_TO DO_
Go over the material below and report every line that contains the word "stream".

_SUPPLIED INFORMATION_
_ _ _
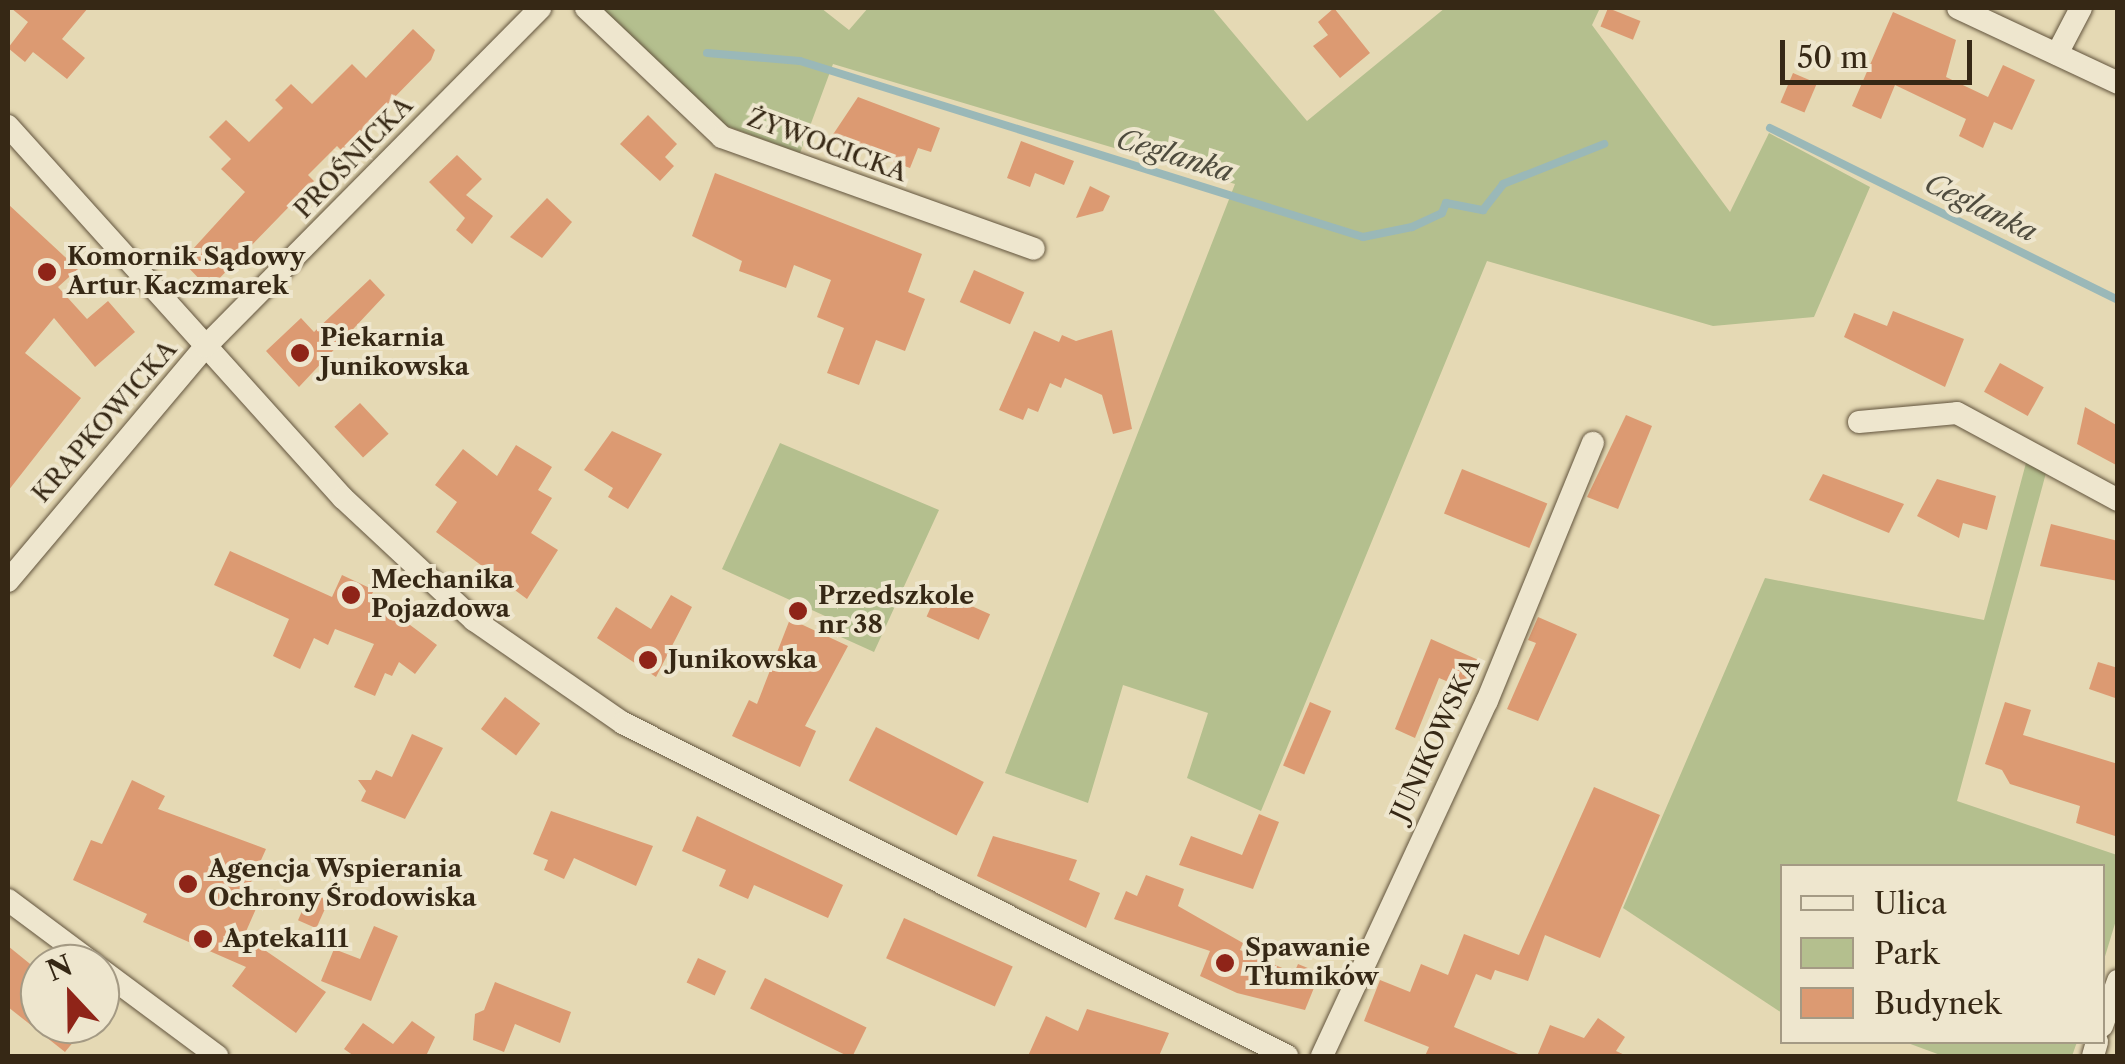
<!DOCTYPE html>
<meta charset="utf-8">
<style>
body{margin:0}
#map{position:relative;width:2125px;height:1064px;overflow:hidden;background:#e5d9b4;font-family:"Libre Caslon Text",serif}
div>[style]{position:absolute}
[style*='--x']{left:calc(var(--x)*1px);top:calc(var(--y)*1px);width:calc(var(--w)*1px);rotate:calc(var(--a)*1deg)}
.green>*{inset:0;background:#b4bf8e}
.stream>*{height:8px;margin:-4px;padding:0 4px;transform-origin:4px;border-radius:4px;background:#9ab8b8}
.building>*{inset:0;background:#dc9a72;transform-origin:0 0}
.roads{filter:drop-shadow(0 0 2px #62543d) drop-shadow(0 0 2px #62543d)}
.street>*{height:22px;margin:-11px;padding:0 11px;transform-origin:11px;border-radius:11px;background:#eee6ce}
.dots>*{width:28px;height:28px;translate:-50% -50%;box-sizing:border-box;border:5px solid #eee6ce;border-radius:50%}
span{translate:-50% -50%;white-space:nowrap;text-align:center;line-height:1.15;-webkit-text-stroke:8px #eee6ce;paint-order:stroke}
.street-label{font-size:25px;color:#362815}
.poi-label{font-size:25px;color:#362815;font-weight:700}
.left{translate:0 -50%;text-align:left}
.water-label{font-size:28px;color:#4f4c3e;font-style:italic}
.frame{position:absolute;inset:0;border:10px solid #362815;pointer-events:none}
.legend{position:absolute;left:1780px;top:864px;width:325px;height:180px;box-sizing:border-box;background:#eee6ce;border:2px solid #a49a84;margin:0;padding:12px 18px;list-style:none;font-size:30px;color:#362815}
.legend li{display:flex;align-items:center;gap:20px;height:50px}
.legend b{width:50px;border:2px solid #a49a84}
.north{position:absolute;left:20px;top:944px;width:100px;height:100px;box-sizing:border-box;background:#eee6ce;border:2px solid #a49a84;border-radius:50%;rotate:338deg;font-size:28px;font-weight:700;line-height:40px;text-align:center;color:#362815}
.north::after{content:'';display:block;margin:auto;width:35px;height:45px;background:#8f2418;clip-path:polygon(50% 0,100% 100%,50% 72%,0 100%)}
.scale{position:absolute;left:1780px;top:40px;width:192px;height:45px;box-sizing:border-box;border:5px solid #362815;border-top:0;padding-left:12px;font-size:30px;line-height:35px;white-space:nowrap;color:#362815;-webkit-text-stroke:8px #eee6ce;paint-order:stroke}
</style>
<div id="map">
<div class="green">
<div style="clip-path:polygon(599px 8px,821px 8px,849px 30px,868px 8px,1212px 8px,1307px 121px,1445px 8px,1600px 8px,1592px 25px,1730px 212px,1769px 133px,1870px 187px,1814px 317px,1713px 326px,1487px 261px,1261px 811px,1187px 778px,1208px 713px,1123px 685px,1088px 803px,1005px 773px,1235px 184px,833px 64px,800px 153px,724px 125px)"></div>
<div style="clip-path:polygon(780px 443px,939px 510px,874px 652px,832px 633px,836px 621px,722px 569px)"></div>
<div style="clip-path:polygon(2026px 463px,2046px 473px,1957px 801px,2117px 855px,2117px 917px,2103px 963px,2102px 866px,1782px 866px,1782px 1013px,1623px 908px,1765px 578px,1984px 620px)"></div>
<div style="clip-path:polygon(1905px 1042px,2077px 1042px,2072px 1056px,1943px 1056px)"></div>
</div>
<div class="stream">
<div style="--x:707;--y:53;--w:93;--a:4.9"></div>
<div style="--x:800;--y:61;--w:590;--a:17.36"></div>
<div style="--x:1363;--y:237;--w:50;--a:-11.5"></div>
<div style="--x:1412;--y:227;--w:33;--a:-25"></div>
<div style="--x:1442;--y:213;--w:11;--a:-68"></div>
<div style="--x:1446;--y:203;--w:38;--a:11"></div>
<div style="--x:1483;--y:210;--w:33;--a:-52"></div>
<div style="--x:1503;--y:184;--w:109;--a:-21.6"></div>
<div style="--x:1770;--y:128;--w:388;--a:26.3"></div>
</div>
<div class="building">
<div style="clip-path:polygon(11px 8px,88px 8px,62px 39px,85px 58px,67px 79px,33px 52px,25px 62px,8px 48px,28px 22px)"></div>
<div style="clip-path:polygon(1334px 8px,1370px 53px,1340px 78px,1313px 46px,1328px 35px,1318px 22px)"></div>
<div style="left:1608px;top:8px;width:35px;height:20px;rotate:22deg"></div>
<div style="clip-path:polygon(1893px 12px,1956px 40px,1946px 77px,1988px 97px,2003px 65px,2035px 80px,2012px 130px,1994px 122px,1983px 148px,1959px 136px,1966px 119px,1895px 85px,1881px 119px,1852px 106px)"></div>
<div style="clip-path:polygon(413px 29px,435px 50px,431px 60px,342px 151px,337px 146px,308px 175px,314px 181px,209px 289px,182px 261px,245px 192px,221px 169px,231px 159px,209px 137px,226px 120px,249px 142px,283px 108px,275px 100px,291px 84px,312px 104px,352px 64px,366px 78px)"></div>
<div style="left:1793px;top:73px;width:26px;height:32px;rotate:23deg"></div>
<div style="clip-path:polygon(858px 97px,940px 128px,931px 152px,918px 148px,910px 168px,830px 139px)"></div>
<div style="clip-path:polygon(648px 115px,677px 144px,665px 157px,674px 166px,660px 181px,620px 144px)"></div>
<div style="clip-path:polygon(1021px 141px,1074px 161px,1064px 185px,1035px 173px,1030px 187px,1007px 178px)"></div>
<div style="clip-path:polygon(457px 155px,482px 179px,466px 195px,493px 216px,472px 244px,456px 230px,465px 218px,429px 182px)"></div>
<div style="clip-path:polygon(715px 173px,922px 254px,908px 292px,925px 299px,905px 351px,876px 340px,859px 385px,827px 373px,844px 328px,817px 317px,831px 280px,794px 265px,786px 288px,739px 271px,742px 261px,692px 236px)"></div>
<div style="clip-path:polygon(1090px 186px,1110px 196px,1103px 211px,1076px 218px)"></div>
<div style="clip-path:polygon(547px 198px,572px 222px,542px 258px,510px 237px)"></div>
<div style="clip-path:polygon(8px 204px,78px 269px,58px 287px,87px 319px,108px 301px,135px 332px,95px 367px,54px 318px,25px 353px,81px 398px,8px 491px)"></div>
<div style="left:974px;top:270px;width:55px;height:35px;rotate:24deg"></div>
<div style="clip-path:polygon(370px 279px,385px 295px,299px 387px,266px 351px,301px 318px,314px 332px)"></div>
<div style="clip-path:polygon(1893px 311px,1964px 339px,1945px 387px,1844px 337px,1854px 313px,1887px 326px)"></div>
<div style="clip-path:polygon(1112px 330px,1132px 429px,1113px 434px,1102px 395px,1065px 378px,1061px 388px,1050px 383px,1038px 412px,1028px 408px,1023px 420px,999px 410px,1034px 331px,1059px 342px,1062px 335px,1076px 341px)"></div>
<div style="left:2000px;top:363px;width:50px;height:33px;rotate:29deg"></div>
<div style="left:360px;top:403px;width:42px;height:35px;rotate:47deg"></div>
<div style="clip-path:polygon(2085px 407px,2118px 426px,2118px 466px,2077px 444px)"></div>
<div style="clip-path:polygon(1626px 415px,1652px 426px,1618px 509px,1587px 497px)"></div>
<div style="clip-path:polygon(612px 431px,662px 454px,628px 509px,608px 497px,613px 488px,584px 470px)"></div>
<div style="clip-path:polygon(516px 445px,552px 467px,538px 490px,552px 498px,531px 533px,558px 550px,527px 599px,436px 532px,457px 502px,435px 485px,463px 449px,497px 476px)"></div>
<div style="left:1462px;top:469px;width:92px;height:48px;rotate:22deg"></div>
<div style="clip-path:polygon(1823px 474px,1904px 504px,1889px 533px,1809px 500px)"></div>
<div style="clip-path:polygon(1937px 479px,1996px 496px,1987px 530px,1963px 523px,1959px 538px,1917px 516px)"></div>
<div style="clip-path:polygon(2051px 524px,2118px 541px,2118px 581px,2040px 566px)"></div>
<div style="clip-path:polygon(230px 551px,332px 597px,342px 575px,374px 590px,371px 596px,437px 645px,415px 674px,399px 662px,392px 676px,385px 673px,375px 696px,354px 687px,374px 644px,335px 629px,328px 645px,314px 638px,300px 669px,273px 656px,289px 619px,214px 585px)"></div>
<div style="left:938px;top:591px;width:57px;height:28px;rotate:24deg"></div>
<div style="clip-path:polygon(671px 595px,692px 607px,656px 677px,597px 638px,616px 607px,651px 629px)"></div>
<div style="clip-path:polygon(1538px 617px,1577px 634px,1538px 721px,1507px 709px,1536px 643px,1528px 640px)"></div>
<div style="clip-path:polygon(790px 619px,848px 646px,805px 726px,816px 731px,800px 767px,732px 736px,749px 700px,757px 704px)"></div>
<div style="clip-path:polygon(1431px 639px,1483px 662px,1470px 691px,1439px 678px,1415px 738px,1395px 729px)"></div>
<div style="clip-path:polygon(2098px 662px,2118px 668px,2118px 699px,2089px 689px)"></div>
<div style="left:505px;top:697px;width:44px;height:40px;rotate:37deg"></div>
<div style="left:1310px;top:702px;width:23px;height:69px;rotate:23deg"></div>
<div style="clip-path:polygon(2005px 702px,2031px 710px,2023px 735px,2118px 764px,2118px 837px,2076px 823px,2080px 806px,2010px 784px,2002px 770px,1985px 764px)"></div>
<div style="left:876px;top:727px;width:121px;height:60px;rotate:27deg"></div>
<div style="clip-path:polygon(412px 734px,443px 748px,405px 819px,361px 801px,366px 791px,358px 780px,371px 780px,376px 770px,392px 777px)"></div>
<div style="clip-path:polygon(132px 780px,165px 796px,158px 809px,266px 849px,248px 889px,262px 895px,244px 936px,326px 992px,296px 1033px,232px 986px,246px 967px,143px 922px,147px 914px,73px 880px,91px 840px,102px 844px)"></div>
<div style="clip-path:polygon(1594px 787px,1660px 815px,1600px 958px,1545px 935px,1528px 981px,1495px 970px,1491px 980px,1476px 974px,1454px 1027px,1523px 1056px,1425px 1056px,1429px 1047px,1364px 1021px,1380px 980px,1410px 992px,1421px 964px,1448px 975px,1464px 934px,1519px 955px)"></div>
<div style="clip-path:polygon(551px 811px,653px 846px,636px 886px,574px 858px,564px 879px,544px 870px,548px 860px,533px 854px)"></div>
<div style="clip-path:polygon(1259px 814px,1279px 822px,1253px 889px,1179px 865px,1191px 836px,1242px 855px)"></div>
<div style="clip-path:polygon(697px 816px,843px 885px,828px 918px,754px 885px,748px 899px,719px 886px,726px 870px,682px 851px)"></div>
<div style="clip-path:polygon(993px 836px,1077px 860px,1069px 880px,1100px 893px,1086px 928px,977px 876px)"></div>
<div style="clip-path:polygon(1146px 875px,1184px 889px,1178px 906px,1243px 943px,1240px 950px,1294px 973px,1298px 964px,1320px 973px,1305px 1010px,1237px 993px,1200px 976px,1210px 951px,1114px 919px,1126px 891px,1137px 896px)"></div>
<div style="left:311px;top:891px;width:20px;height:32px;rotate:24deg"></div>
<div style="left:904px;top:918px;width:119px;height:44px;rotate:24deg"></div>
<div style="clip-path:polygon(374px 926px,398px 936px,371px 1001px,321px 981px,334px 949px,360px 959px)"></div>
<div style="clip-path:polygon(8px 946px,40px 972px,40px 1024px,88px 1024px,65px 1052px,8px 1007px)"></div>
<div style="left:698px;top:958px;width:31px;height:27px;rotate:25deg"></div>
<div style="left:765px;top:978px;width:113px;height:34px;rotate:26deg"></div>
<div style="clip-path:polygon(495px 982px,571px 1012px,560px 1043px,515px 1024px,504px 1052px,473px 1040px,475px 1014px,484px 1010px)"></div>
<div style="clip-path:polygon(1087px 1009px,1169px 1033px,1159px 1056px,1028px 1056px,1046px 1016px,1078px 1031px)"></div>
<div style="clip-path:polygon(1598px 1018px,1625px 1037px,1616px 1051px,1627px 1056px,1537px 1056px,1550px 1025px,1584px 1038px)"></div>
<div style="clip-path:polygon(412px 1021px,435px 1037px,426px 1056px,354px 1056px,344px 1049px,363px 1023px,393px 1044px)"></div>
</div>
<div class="roads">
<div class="street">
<div style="--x:586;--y:8;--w:187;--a:43.5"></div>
<div style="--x:722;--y:137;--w:331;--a:19.7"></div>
<div style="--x:1958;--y:8;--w:177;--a:25.1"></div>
<div style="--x:2057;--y:54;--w:52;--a:-62.4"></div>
<div style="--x:8;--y:126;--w:501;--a:48"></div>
<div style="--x:343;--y:498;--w:179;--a:43"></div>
<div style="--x:474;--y:620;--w:181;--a:34.7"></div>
<div style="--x:623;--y:723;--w:743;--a:26.63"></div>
<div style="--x:1859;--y:422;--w:98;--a:-5.2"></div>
<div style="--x:1957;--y:413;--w:183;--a:28.4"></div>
<div style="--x:8;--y:581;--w:307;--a:-49.9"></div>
<div style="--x:206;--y:346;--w:475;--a:-45.3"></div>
<div style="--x:8;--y:900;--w:107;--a:36.7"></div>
<div style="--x:100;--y:969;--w:146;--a:36.6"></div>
<div style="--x:2102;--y:1026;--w:48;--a:-70.4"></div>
<div style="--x:1322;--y:1056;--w:391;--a:-65.1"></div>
<div style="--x:1487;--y:701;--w:279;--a:-67.7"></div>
<div style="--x:2093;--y:1056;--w:15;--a:-74"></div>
</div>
</div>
<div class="dots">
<div style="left:47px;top:272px;background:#8f2418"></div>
<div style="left:300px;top:353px;background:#8f2418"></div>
<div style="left:351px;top:595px;background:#8f2418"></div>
<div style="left:798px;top:611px;background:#8f2418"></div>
<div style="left:648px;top:660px;background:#8f2418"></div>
<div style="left:188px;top:884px;background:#8f2418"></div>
<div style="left:203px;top:939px;background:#8f2418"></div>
<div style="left:1225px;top:963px;background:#8f2418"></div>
</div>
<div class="street-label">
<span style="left:827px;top:146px;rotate:20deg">ŻYWOCICKA</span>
<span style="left:354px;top:158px;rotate:-46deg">PROŚNICKA</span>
<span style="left:105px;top:422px;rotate:-49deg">KRAPKOWICKA</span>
<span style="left:1436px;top:740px;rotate:-65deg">JUNIKOWSKA</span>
</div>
<div class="poi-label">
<span class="left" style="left:67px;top:272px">Komornik Sądowy<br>Artur Kaczmarek</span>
<span class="left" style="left:320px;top:353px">Piekarnia<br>Junikowska</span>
<span class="left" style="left:371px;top:595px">Mechanika<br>Pojazdowa</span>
<span class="left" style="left:818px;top:611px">Przedszkole<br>nr 38</span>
<span class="left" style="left:668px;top:660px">Junikowska</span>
<span class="left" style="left:208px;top:884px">Agencja Wspierania<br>Ochrony Środowiska</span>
<span class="left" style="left:223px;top:939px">Apteka111</span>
<span class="left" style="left:1245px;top:963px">Spawanie<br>Tłumików</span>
</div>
<div class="water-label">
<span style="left:1175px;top:155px;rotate:17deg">Ceglanka</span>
<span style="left:1981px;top:207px;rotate:26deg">Ceglanka</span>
</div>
<div class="frame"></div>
<ul class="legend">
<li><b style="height:12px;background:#eee6ce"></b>Ulica</li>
<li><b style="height:28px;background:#b4bf8e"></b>Park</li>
<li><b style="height:28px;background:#dc9a72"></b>Budynek</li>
</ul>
<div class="north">N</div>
<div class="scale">50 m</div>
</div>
_ _ _
_EXERCISE RESULT_
.stream>*{height:8px;margin:-4px;padding:0 4px;transform-origin:4px;border-radius:4px;background:#9ab8b8}
<div class="stream">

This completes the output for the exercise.